— Task details —
Work through the data line by line, gathering every line that has the word "lines".

— Stored items from a collection —
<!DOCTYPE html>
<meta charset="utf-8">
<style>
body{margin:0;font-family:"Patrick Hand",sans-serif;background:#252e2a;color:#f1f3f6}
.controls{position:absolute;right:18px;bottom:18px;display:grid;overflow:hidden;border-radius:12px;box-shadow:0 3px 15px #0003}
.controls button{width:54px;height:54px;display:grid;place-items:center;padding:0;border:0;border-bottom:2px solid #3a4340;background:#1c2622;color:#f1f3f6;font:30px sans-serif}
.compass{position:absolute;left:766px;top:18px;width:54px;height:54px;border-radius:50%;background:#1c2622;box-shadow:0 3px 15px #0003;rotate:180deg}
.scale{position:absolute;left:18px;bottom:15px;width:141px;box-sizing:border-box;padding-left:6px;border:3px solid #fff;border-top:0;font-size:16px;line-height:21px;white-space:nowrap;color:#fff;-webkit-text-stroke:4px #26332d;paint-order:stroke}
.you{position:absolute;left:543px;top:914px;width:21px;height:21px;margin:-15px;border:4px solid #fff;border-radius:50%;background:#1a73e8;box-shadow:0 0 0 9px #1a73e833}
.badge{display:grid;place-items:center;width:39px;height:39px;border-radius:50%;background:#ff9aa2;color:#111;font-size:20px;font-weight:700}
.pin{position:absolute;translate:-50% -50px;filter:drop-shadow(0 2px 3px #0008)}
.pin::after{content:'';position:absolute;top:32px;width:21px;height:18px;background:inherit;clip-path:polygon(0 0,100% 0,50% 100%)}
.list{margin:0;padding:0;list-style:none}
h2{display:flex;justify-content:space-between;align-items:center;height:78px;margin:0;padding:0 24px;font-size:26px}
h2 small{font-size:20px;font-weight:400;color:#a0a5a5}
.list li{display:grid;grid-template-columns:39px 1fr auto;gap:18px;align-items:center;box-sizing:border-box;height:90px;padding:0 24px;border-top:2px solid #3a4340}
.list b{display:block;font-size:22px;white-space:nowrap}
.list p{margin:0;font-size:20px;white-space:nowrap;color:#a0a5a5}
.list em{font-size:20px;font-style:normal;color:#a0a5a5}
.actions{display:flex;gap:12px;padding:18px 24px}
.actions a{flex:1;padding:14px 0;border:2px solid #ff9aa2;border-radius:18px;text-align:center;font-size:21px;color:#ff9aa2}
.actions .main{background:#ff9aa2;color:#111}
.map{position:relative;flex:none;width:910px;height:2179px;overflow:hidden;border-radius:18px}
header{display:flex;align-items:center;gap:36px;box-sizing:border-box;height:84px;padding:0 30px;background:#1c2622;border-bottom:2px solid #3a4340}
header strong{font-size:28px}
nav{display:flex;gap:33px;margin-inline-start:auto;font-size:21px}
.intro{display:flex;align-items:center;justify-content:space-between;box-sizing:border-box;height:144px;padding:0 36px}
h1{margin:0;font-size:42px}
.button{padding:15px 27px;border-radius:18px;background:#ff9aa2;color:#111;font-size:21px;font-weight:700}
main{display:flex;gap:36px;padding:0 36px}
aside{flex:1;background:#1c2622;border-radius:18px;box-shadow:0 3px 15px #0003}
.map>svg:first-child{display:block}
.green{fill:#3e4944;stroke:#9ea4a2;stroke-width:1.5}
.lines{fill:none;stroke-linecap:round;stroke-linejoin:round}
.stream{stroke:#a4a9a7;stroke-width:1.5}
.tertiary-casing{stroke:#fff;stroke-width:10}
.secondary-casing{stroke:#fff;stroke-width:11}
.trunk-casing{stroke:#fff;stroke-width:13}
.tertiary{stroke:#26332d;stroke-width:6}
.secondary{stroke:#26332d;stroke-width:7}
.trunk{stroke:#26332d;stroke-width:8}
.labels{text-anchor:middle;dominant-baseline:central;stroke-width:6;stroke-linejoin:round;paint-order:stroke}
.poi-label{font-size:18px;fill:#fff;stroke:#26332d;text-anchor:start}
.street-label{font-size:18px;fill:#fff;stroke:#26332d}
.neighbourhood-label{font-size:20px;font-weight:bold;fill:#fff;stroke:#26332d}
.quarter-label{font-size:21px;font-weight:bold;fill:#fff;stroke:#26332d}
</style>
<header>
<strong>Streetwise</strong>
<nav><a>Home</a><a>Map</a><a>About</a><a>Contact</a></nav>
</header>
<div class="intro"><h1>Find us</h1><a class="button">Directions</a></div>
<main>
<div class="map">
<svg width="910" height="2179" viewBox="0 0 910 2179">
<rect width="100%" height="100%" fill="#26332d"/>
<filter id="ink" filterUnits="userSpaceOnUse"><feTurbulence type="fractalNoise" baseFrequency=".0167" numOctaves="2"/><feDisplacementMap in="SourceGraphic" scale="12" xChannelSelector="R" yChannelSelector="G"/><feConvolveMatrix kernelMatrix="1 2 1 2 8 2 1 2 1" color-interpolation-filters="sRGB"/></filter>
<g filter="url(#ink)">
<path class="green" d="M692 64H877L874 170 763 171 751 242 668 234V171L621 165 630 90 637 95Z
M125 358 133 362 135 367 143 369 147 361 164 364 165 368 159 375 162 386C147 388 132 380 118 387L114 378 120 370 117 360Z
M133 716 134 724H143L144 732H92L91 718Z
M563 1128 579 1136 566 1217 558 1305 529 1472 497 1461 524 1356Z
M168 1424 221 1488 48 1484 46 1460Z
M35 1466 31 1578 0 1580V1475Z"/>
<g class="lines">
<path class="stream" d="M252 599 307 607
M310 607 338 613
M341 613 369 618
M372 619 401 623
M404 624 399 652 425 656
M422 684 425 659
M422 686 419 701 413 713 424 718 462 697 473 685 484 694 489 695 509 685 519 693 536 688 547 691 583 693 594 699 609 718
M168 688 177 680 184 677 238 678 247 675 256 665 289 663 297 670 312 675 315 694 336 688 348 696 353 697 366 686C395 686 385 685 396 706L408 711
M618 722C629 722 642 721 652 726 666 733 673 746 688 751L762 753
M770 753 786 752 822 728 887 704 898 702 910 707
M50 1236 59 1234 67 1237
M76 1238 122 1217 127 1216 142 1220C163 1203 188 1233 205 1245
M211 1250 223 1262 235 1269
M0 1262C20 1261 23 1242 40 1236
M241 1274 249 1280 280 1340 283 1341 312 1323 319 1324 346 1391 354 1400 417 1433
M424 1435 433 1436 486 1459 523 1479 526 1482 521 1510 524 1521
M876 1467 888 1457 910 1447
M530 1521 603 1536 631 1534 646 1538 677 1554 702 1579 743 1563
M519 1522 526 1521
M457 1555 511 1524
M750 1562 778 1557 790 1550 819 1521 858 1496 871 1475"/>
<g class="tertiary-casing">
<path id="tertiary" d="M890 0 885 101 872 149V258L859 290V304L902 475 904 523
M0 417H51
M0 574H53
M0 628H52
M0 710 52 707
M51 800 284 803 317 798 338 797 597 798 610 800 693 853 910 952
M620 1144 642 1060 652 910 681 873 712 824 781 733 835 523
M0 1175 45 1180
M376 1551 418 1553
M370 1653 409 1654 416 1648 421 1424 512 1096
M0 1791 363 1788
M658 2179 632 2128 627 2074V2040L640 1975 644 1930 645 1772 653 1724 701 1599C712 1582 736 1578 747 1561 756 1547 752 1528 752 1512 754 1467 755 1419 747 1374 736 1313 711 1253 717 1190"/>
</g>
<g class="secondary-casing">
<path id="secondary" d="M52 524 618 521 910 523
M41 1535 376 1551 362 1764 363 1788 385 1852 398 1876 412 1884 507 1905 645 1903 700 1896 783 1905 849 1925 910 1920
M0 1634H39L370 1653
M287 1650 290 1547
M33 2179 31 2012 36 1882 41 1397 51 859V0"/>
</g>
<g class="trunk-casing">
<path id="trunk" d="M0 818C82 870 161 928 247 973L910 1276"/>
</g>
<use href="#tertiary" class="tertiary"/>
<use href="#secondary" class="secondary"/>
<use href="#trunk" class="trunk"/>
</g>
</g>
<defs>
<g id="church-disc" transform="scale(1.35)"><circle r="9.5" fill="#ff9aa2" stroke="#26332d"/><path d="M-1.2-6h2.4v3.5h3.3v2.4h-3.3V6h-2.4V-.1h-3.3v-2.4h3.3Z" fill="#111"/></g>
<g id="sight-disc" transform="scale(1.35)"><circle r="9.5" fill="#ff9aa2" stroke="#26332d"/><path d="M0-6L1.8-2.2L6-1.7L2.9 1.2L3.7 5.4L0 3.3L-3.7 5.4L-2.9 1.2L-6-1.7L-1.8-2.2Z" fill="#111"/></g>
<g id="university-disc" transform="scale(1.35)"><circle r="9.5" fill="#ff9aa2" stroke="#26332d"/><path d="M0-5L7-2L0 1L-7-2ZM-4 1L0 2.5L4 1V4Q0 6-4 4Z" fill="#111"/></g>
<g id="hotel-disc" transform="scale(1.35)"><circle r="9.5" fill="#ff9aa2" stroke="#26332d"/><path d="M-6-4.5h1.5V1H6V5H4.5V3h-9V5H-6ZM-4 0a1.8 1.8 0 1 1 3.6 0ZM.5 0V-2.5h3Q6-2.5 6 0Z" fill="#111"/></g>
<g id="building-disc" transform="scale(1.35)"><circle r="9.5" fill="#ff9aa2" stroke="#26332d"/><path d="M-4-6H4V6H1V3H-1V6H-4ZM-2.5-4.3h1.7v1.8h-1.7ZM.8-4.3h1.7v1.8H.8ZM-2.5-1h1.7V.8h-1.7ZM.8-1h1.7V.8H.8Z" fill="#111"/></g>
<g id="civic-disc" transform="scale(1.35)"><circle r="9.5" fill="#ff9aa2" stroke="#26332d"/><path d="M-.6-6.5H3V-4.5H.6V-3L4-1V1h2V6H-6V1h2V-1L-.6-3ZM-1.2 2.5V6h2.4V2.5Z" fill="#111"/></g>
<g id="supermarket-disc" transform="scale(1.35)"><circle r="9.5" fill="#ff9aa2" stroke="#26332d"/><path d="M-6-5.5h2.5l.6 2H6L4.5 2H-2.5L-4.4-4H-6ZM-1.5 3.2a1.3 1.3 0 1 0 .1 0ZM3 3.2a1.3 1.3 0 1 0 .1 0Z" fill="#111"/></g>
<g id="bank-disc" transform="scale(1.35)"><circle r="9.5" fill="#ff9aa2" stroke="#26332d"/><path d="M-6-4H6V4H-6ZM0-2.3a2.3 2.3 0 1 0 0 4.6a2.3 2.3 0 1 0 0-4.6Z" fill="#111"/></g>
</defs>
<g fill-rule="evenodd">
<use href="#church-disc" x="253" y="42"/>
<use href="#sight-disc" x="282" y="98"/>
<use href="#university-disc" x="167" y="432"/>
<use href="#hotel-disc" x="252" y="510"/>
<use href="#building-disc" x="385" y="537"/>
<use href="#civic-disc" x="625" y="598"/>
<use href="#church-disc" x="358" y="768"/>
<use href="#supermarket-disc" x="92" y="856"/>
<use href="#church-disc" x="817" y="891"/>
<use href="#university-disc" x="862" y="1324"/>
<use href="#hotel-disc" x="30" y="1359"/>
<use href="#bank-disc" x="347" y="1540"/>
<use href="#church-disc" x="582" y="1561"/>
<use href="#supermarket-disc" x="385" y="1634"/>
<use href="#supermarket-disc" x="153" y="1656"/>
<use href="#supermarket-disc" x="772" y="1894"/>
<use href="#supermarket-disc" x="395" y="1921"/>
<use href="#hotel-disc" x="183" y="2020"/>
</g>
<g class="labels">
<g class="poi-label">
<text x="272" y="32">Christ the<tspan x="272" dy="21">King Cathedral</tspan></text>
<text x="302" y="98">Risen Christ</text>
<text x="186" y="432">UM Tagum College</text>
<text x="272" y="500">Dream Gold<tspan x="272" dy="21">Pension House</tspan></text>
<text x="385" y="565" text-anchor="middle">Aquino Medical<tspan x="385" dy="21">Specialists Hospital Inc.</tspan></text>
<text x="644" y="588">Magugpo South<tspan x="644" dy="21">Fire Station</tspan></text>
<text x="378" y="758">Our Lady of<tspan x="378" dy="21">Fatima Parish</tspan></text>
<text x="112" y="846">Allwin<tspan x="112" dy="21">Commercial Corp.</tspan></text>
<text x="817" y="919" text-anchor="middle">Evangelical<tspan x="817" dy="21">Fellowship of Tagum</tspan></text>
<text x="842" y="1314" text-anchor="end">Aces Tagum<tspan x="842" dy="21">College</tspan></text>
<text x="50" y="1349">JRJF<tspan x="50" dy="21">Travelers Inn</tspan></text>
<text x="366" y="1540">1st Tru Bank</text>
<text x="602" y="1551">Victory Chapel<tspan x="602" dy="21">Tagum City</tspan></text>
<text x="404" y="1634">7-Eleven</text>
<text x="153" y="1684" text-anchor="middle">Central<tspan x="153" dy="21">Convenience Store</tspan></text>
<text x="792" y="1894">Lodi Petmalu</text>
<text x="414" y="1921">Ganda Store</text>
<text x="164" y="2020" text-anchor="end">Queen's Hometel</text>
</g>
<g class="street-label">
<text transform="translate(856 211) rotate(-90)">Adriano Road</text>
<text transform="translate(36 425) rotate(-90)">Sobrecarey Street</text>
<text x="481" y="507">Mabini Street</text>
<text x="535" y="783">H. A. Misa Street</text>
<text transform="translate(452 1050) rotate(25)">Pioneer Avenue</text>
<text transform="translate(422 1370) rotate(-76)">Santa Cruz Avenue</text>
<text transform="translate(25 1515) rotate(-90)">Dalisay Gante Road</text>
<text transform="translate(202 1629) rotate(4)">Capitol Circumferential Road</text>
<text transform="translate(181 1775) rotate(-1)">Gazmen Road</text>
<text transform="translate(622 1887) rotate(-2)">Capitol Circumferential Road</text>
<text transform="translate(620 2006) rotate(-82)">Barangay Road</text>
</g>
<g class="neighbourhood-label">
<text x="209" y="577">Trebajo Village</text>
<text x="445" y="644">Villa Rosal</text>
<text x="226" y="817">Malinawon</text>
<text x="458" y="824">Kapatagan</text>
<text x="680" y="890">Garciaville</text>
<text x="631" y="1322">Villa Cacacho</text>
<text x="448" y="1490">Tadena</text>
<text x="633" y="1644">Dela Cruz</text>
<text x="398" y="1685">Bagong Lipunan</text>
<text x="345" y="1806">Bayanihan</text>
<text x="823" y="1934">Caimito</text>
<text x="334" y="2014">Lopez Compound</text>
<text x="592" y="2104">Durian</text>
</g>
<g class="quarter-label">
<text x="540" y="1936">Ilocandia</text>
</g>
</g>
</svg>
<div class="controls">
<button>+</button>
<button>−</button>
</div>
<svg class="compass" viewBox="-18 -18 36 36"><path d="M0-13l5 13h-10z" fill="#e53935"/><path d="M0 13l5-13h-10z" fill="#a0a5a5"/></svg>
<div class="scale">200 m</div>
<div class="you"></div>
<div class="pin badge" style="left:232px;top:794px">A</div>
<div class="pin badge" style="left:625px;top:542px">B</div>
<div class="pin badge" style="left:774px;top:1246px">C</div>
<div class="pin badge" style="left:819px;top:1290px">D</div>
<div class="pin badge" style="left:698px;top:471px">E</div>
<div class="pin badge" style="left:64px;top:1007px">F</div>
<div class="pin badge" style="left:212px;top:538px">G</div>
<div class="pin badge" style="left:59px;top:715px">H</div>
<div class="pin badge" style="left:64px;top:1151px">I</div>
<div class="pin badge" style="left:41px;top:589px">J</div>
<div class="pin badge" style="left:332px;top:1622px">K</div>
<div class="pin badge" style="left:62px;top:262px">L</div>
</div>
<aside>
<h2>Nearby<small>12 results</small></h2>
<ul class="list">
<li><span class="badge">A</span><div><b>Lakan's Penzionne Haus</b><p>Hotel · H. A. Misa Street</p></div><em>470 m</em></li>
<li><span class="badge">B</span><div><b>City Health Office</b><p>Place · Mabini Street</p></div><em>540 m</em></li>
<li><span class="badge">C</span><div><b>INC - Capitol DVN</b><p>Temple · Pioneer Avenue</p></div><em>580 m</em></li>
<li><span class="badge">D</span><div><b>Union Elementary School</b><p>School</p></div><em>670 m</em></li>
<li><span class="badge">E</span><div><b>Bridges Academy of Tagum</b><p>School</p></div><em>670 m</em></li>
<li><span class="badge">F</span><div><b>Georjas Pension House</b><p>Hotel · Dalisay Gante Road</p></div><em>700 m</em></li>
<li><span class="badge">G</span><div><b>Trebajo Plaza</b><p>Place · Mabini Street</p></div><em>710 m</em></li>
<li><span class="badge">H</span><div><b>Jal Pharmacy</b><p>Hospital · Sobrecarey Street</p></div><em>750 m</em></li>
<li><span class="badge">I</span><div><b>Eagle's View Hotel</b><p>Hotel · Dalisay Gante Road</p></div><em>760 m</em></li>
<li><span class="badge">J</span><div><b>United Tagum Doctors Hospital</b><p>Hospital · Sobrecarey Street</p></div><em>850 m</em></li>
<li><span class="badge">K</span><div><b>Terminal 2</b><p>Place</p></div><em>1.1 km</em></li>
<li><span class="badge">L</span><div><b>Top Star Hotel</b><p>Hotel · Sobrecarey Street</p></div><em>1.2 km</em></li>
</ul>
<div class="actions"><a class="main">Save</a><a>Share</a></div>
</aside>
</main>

— Your response —
.lines{fill:none;stroke-linecap:round;stroke-linejoin:round}
<g class="lines">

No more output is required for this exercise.